_Required action_:
Identify all lines below that hold "Liberté" and collect them.
-------------------------
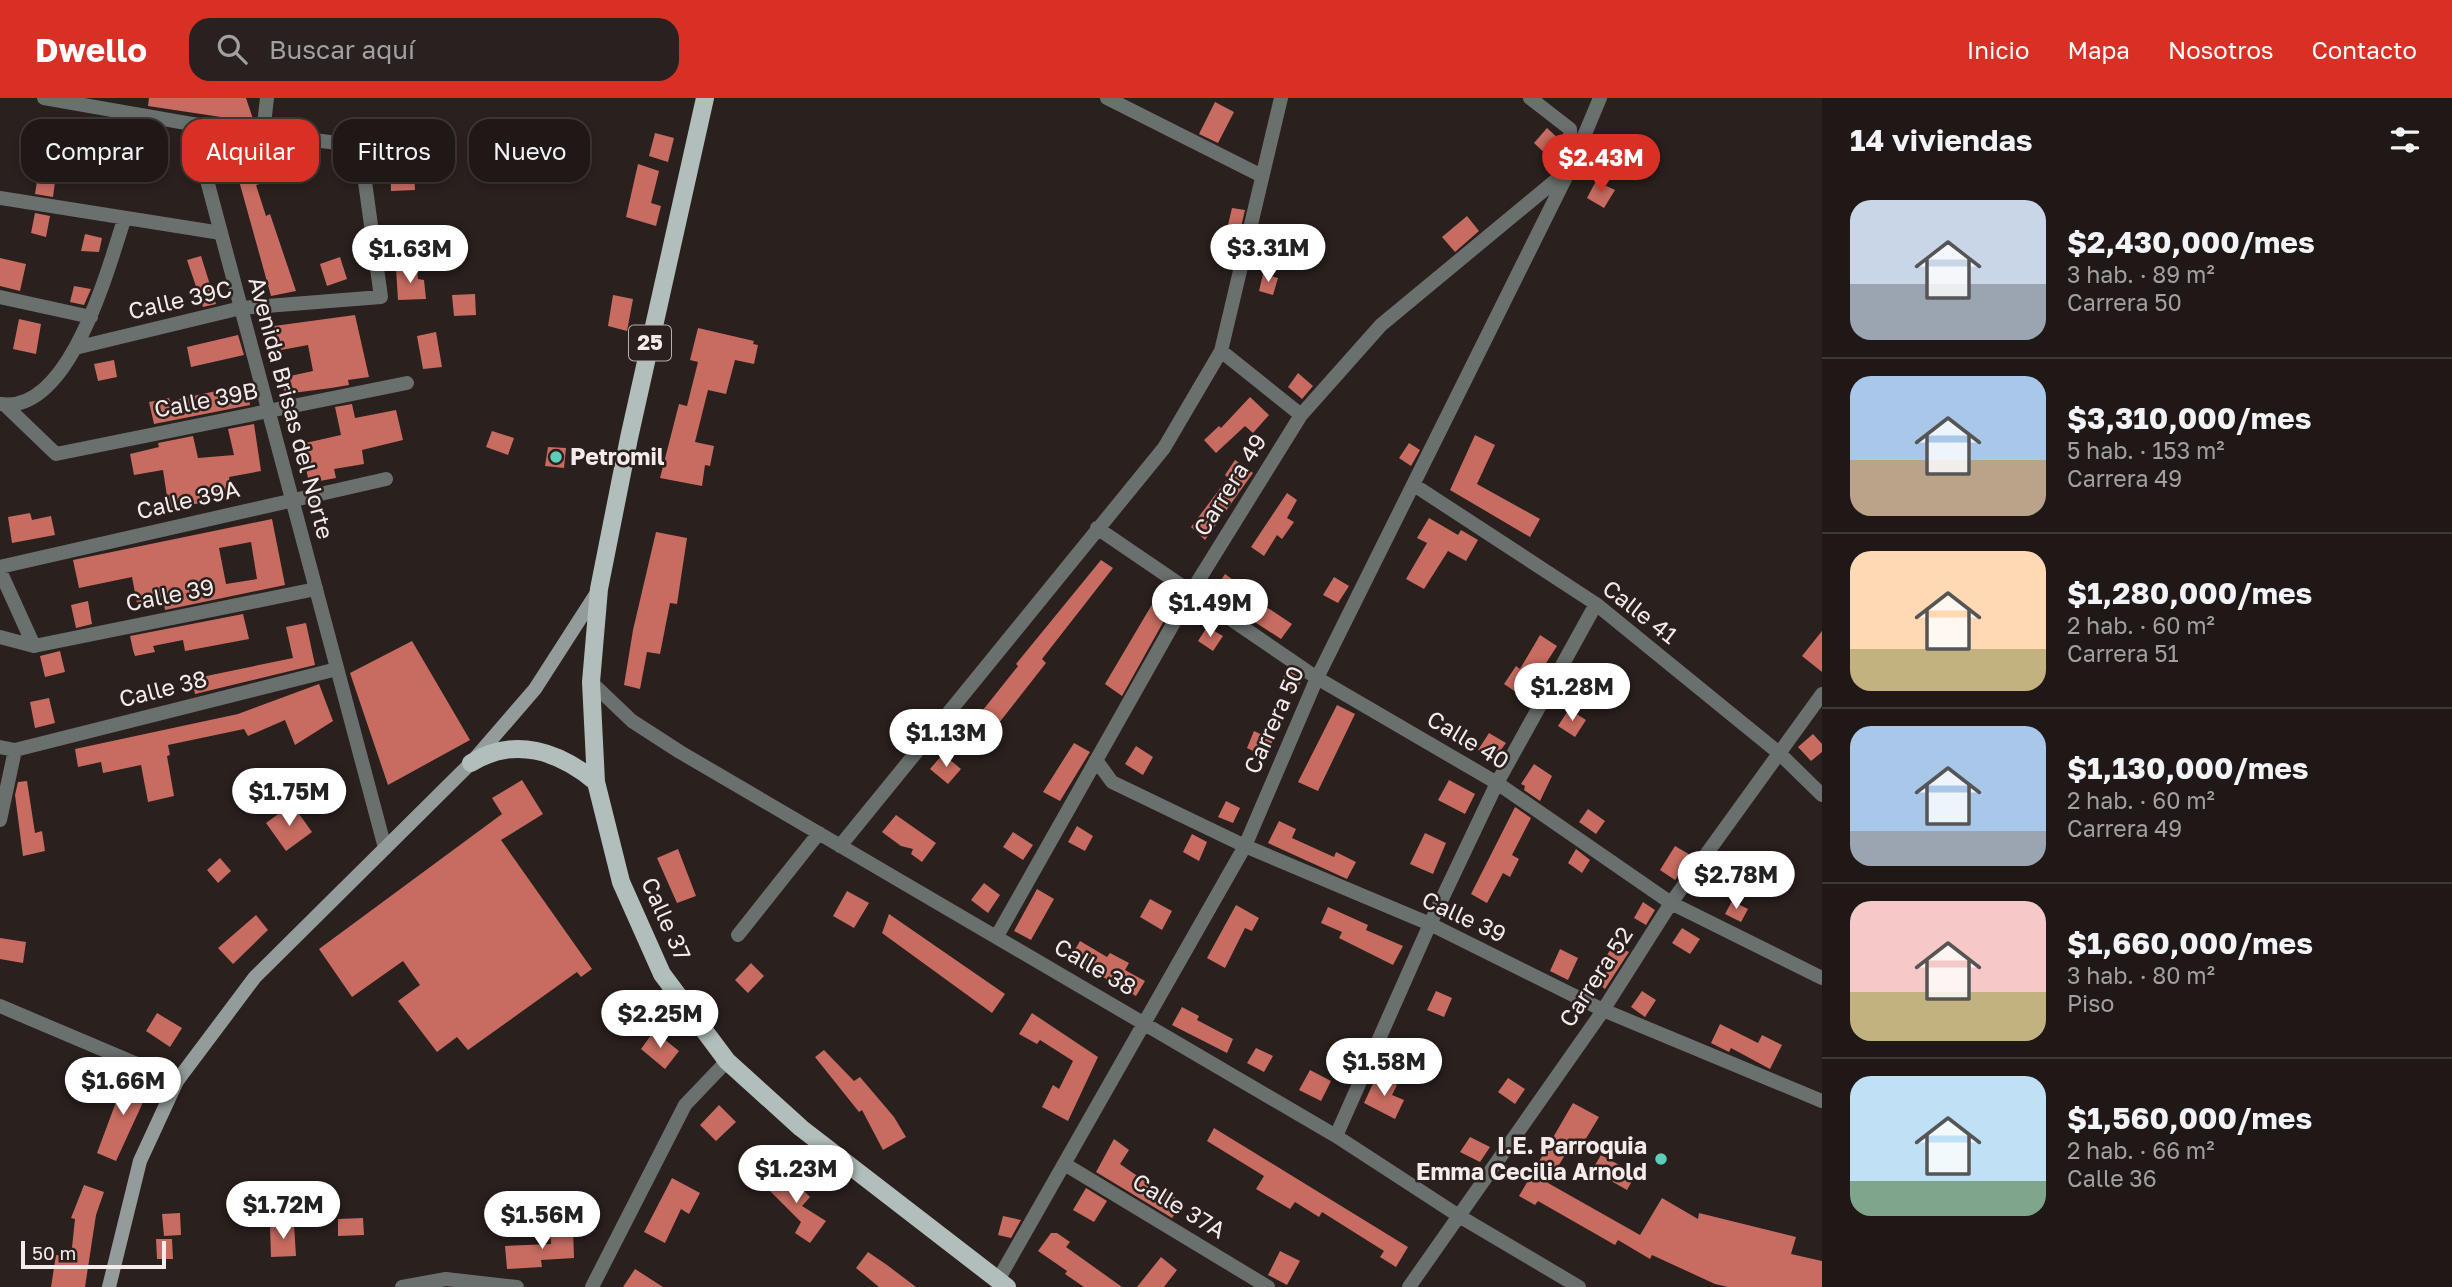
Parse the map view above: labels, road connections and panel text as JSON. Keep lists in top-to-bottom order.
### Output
{
  "streets": {
    "main road": ["25", "Calle 37"],
    "street": [
      "Calle 39C",
      "Calle 39B",
      "Avenida Brisas del Norte",
      "Carrera 49",
      "Calle 39A",
      "Calle 39",
      "Calle 41",
      "Calle 38",
      "Carrera 50",
      "Calle 40",
      "Carrera 52",
      "Calle 37A"
    ]
  },
  "crossings": [
    ["Calle 39C", "Avenida Brisas del Norte"],
    ["25", "Calle 37"],
    ["Calle 39B", "Avenida Brisas del Norte"],
    ["Avenida Brisas del Norte", "Calle 39A"],
    ["Avenida Brisas del Norte", "Calle 39"],
    ["Avenida Brisas del Norte", "Calle 38"],
    ["Carrera 49", "Calle 39"],
    ["Carrera 49", "Calle 38"],
    ["Carrera 49", "Carrera 50"],
    ["Carrera 49", "Calle 40"],
    ["Calle 39", "Carrera 50"],
    ["Calle 39", "Carrera 52"],
    ["Calle 41", "Carrera 50"],
    ["Calle 41", "Carrera 52"],
    ["Calle 38", "Carrera 50"],
    ["Calle 38", "Calle 37"],
    ["Calle 38", "Carrera 52"],
    ["Carrera 50", "Calle 40"],
    ["Carrera 50", "Calle 37"],
    ["Carrera 50", "Calle 37A"],
    ["Calle 40", "Carrera 52"]
  ],
  "places": ["Petromil", "I.E. Parroquia Emma Cecilia Arnold"],
  "scale_bar": "50 m",
  "page": {
    "header": "Dwello",
    "search": "Buscar aquí",
    "nav": [
      "Inicio",
      "Mapa",
      "Nosotros",
      "Contacto"
    ],
    "heading": "14 viviendas",
    "chip": [
      "Comprar",
      "Alquilar",
      "Filtros",
      "Nuevo"
    ],
    "price": [
      "$2.43M",
      "$3.31M",
      "$1.63M",
      "$1.49M",
      "$1.28M",
      "$1.13M",
      "$1.75M",
      "$2.78M",
      "$2.25M",
      "$1.58M",
      "$1.66M",
      "$1.23M",
      "$1.72M",
      "$1.56M"
    ],
    "list": [
      {
        "name": "$2,430,000/mes",
        "note": "3 hab. · 89 m² · Carrera 50"
      },
      {
        "name": "$3,310,000/mes",
        "note": "5 hab. · 153 m² · Carrera 49"
      },
      {
        "name": "$1,280,000/mes",
        "note": "2 hab. · 60 m² · Carrera 51"
      },
      {
        "name": "$1,130,000/mes",
        "note": "2 hab. · 60 m² · Carrera 49"
      },
      {
        "name": "$1,660,000/mes",
        "note": "3 hab. · 80 m² · Piso"
      },
      {
        "name": "$1,560,000/mes",
        "note": "2 hab. · 66 m² · Calle 36"
      }
    ],
    "scale": "50 m"
  }
}
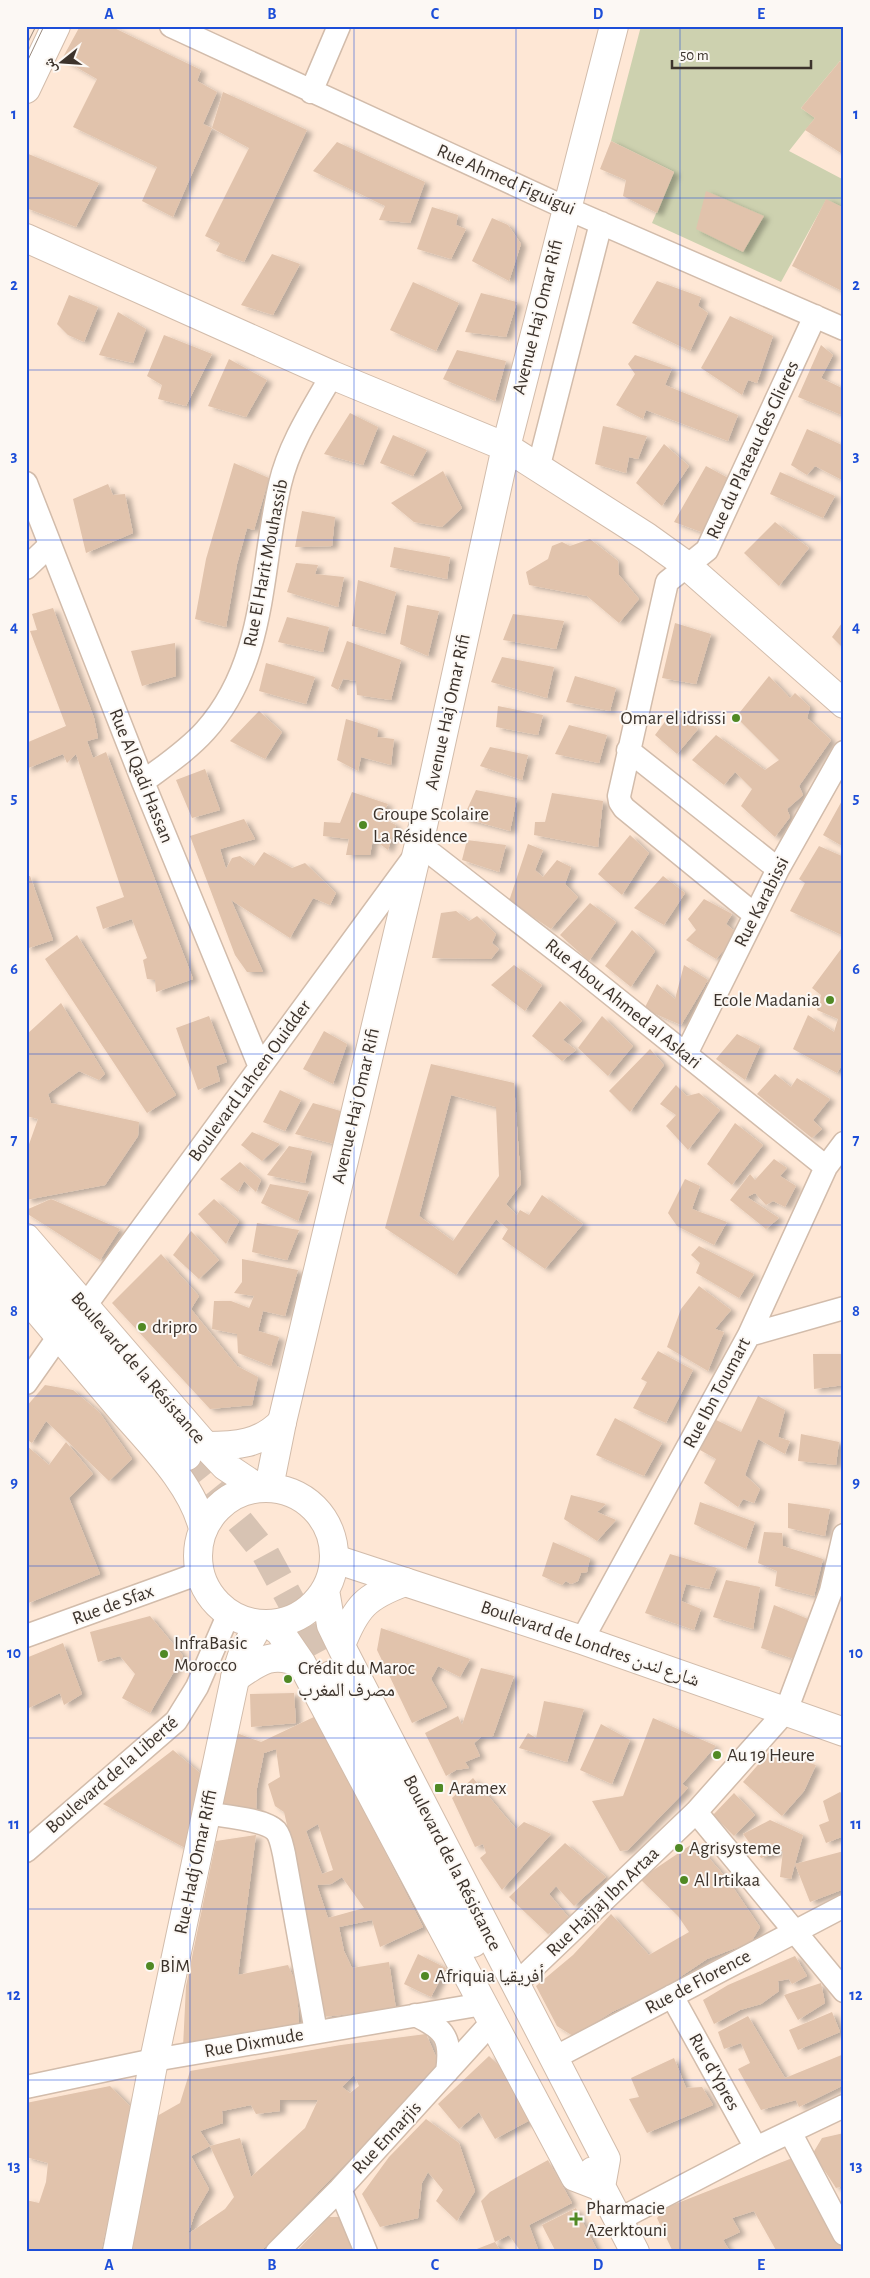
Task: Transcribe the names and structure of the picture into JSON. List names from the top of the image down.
{
  "streets": {
    "street": [
      "Rue Ahmed Figuigui",
      "Avenue Haj Omar Rifi",
      "Rue du Plateau des Glieres",
      "Rue El Harit Mouhassib",
      "Rue Al Qadi Hassan",
      "Rue Karabissi",
      "Rue Abou Ahmed al Askari",
      "Boulevard Lahcen Ouidder",
      "Boulevard de la Résistance",
      "Rue Ibn Toumart",
      "Rue de Sfax",
      "Boulevard de Londres شارع لندن",
      "Boulevard de la Liberté",
      "Rue Hadj Omar Riffi",
      "Rue Hajjaj Ibn Artaa",
      "Rue de Florence",
      "Rue Dixmude",
      "Rue d'Ypres",
      "Rue Ennarjis"
    ]
  },
  "crossings": [
    ["Rue Ahmed Figuigui", "Avenue Haj Omar Rifi"],
    ["Rue Ahmed Figuigui", "Rue du Plateau des Glieres"],
    ["Avenue Haj Omar Rifi", "Rue Abou Ahmed al Askari"],
    ["Avenue Haj Omar Rifi", "Boulevard Lahcen Ouidder"],
    ["Avenue Haj Omar Rifi", "Boulevard de la Résistance"],
    ["Avenue Haj Omar Rifi", "Rue de Sfax"],
    ["Avenue Haj Omar Rifi", "Boulevard de Londres شارع لندن"],
    ["Avenue Haj Omar Rifi", "Boulevard de la Liberté"],
    ["Avenue Haj Omar Rifi", "Rue Hadj Omar Riffi"],
    ["Rue du Plateau des Glieres", "Rue Karabissi"],
    ["Rue El Harit Mouhassib", "Rue Al Qadi Hassan"],
    ["Rue Al Qadi Hassan", "Boulevard Lahcen Ouidder"],
    ["Rue Karabissi", "Rue Abou Ahmed al Askari"],
    ["Rue Abou Ahmed al Askari", "Boulevard Lahcen Ouidder"],
    ["Rue Abou Ahmed al Askari", "Rue Ibn Toumart"],
    ["Boulevard Lahcen Ouidder", "Boulevard de la Résistance"],
    ["Boulevard de la Résistance", "Rue de Sfax"],
    ["Boulevard de la Résistance", "Boulevard de Londres شارع لندن"],
    ["Boulevard de la Résistance", "Boulevard de la Liberté"],
    ["Boulevard de la Résistance", "Rue Hadj Omar Riffi"],
    ["Boulevard de la Résistance", "Rue Hajjaj Ibn Artaa"],
    ["Boulevard de la Résistance", "Rue de Florence"],
    ["Boulevard de la Résistance", "Rue Dixmude"],
    ["Boulevard de la Résistance", "Rue Ennarjis"],
    ["Rue Ibn Toumart", "Boulevard de Londres شارع لندن"],
    ["Rue de Sfax", "Boulevard de Londres شارع لندن"],
    ["Rue de Sfax", "Boulevard de la Liberté"],
    ["Rue de Sfax", "Rue Hadj Omar Riffi"],
    ["Boulevard de Londres شارع لندن", "Boulevard de la Liberté"],
    ["Boulevard de Londres شارع لندن", "Rue Hadj Omar Riffi"],
    ["Boulevard de Londres شارع لندن", "Rue Hajjaj Ibn Artaa"],
    ["Boulevard de la Liberté", "Rue Hadj Omar Riffi"],
    ["Rue Hadj Omar Riffi", "Rue Dixmude"],
    ["Rue de Florence", "Rue d'Ypres"],
    ["Rue Dixmude", "Rue Ennarjis"]
  ],
  "places": {
    "other": [
      "Omar el idrissi",
      "Groupe Scolaire La Résidence",
      "Ecole Madania",
      "dripro",
      "InfraBasic Morocco",
      "Crédit du Maroc مصرف المغرب",
      "Au 19 Heure",
      "Agrisysteme",
      "Al Irtikaa",
      "BİM",
      "Afriquia أفريقيا"
    ],
    "transit": ["Aramex"],
    "health": ["Pharmacie Azerktouni"]
  },
  "scale_bar": "50 m",
  "north": "left",
  "grid": {
    "columns": [
      "A",
      "B",
      "C",
      "D",
      "E"
    ],
    "rows": [
      "1",
      "2",
      "3",
      "4",
      "5",
      "6",
      "7",
      "8",
      "9",
      "10",
      "11",
      "12",
      "13"
    ]
  }
}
-------------------------
_Answer for the task_:
      "Boulevard de la Liberté",
    ["Avenue Haj Omar Rifi", "Boulevard de la Liberté"],
    ["Boulevard de la Résistance", "Boulevard de la Liberté"],
    ["Rue de Sfax", "Boulevard de la Liberté"],
    ["Boulevard de Londres شارع لندن", "Boulevard de la Liberté"],
    ["Boulevard de la Liberté", "Rue Hadj Omar Riffi"],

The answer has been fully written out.